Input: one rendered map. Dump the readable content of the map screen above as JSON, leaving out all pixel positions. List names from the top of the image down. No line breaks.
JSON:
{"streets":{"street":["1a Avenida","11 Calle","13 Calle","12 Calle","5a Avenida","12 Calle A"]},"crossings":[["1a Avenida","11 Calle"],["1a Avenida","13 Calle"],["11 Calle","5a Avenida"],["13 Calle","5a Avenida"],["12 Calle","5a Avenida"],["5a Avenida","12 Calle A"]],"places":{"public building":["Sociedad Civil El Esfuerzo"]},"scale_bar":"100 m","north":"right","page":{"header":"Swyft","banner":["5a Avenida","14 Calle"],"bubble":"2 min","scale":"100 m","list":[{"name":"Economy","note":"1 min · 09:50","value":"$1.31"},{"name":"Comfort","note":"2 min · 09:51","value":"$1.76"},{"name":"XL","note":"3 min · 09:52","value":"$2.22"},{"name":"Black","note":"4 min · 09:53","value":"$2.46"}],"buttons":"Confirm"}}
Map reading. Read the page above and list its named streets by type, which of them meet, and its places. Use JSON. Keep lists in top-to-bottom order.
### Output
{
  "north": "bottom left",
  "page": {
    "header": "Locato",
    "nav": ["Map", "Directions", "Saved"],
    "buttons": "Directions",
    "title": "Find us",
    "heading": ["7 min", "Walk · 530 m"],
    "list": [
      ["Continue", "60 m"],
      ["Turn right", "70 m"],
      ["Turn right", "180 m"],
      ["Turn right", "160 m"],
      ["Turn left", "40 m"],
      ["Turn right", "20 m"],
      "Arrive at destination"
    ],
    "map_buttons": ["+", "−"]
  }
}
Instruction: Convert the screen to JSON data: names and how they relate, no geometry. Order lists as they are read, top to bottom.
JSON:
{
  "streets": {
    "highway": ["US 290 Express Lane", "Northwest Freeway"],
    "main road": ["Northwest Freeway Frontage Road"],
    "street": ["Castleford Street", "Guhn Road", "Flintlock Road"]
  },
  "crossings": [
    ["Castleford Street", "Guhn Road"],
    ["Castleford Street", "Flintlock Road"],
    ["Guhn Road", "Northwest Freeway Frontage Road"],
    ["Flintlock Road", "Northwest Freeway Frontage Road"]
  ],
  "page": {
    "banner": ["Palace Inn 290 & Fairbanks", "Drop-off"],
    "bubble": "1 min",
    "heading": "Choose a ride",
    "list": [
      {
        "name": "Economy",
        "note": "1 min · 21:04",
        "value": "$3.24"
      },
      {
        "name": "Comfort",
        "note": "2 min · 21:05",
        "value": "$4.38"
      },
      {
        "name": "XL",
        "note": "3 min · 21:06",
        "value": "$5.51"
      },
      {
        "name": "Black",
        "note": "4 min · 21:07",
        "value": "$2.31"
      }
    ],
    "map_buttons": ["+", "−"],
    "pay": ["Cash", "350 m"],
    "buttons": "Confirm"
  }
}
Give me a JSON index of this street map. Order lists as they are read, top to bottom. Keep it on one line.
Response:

★ ★ ★ ★

ACTION ITEM: Copy out the entire listing word for word. Keep every line as it is.

SOLUTION TO THE EXERCISE:
Input: one rendered map. Dump the readable content of the map screen above as JSON, leaving out all pixel positions. List names from the top of the image down. No line breaks.
JSON:
{"streets":{"street":["1a Avenida","11 Calle","13 Calle","12 Calle","5a Avenida","12 Calle A"]},"crossings":[["1a Avenida","11 Calle"],["1a Avenida","13 Calle"],["11 Calle","5a Avenida"],["13 Calle","5a Avenida"],["12 Calle","5a Avenida"],["5a Avenida","12 Calle A"]],"places":{"public building":["Sociedad Civil El Esfuerzo"]},"scale_bar":"100 m","north":"right","page":{"header":"Swyft","banner":["5a Avenida","14 Calle"],"bubble":"2 min","scale":"100 m","list":[{"name":"Economy","note":"1 min · 09:50","value":"$1.31"},{"name":"Comfort","note":"2 min · 09:51","value":"$1.76"},{"name":"XL","note":"3 min · 09:52","value":"$2.22"},{"name":"Black","note":"4 min · 09:53","value":"$2.46"}],"buttons":"Confirm"}}
Map reading. Read the page above and list its named streets by type, which of them meet, and its places. Use JSON. Keep lists in top-to-bottom order.
### Output
{
  "north": "bottom left",
  "page": {
    "header": "Locato",
    "nav": ["Map", "Directions", "Saved"],
    "buttons": "Directions",
    "title": "Find us",
    "heading": ["7 min", "Walk · 530 m"],
    "list": [
      ["Continue", "60 m"],
      ["Turn right", "70 m"],
      ["Turn right", "180 m"],
      ["Turn right", "160 m"],
      ["Turn left", "40 m"],
      ["Turn right", "20 m"],
      "Arrive at destination"
    ],
    "map_buttons": ["+", "−"]
  }
}
Instruction: Convert the screen to JSON data: names and how they relate, no geometry. Order lists as they are read, top to bottom.
JSON:
{
  "streets": {
    "highway": ["US 290 Express Lane", "Northwest Freeway"],
    "main road": ["Northwest Freeway Frontage Road"],
    "street": ["Castleford Street", "Guhn Road", "Flintlock Road"]
  },
  "crossings": [
    ["Castleford Street", "Guhn Road"],
    ["Castleford Street", "Flintlock Road"],
    ["Guhn Road", "Northwest Freeway Frontage Road"],
    ["Flintlock Road", "Northwest Freeway Frontage Road"]
  ],
  "page": {
    "banner": ["Palace Inn 290 & Fairbanks", "Drop-off"],
    "bubble": "1 min",
    "heading": "Choose a ride",
    "list": [
      {
        "name": "Economy",
        "note": "1 min · 21:04",
        "value": "$3.24"
      },
      {
        "name": "Comfort",
        "note": "2 min · 21:05",
        "value": "$4.38"
      },
      {
        "name": "XL",
        "note": "3 min · 21:06",
        "value": "$5.51"
      },
      {
        "name": "Black",
        "note": "4 min · 21:07",
        "value": "$2.31"
      }
    ],
    "map_buttons": ["+", "−"],
    "pay": ["Cash", "350 m"],
    "buttons": "Confirm"
  }
}
Give me a JSON index of this street map. Order lists as they are read, top to bottom. Keep it on one line.
Response:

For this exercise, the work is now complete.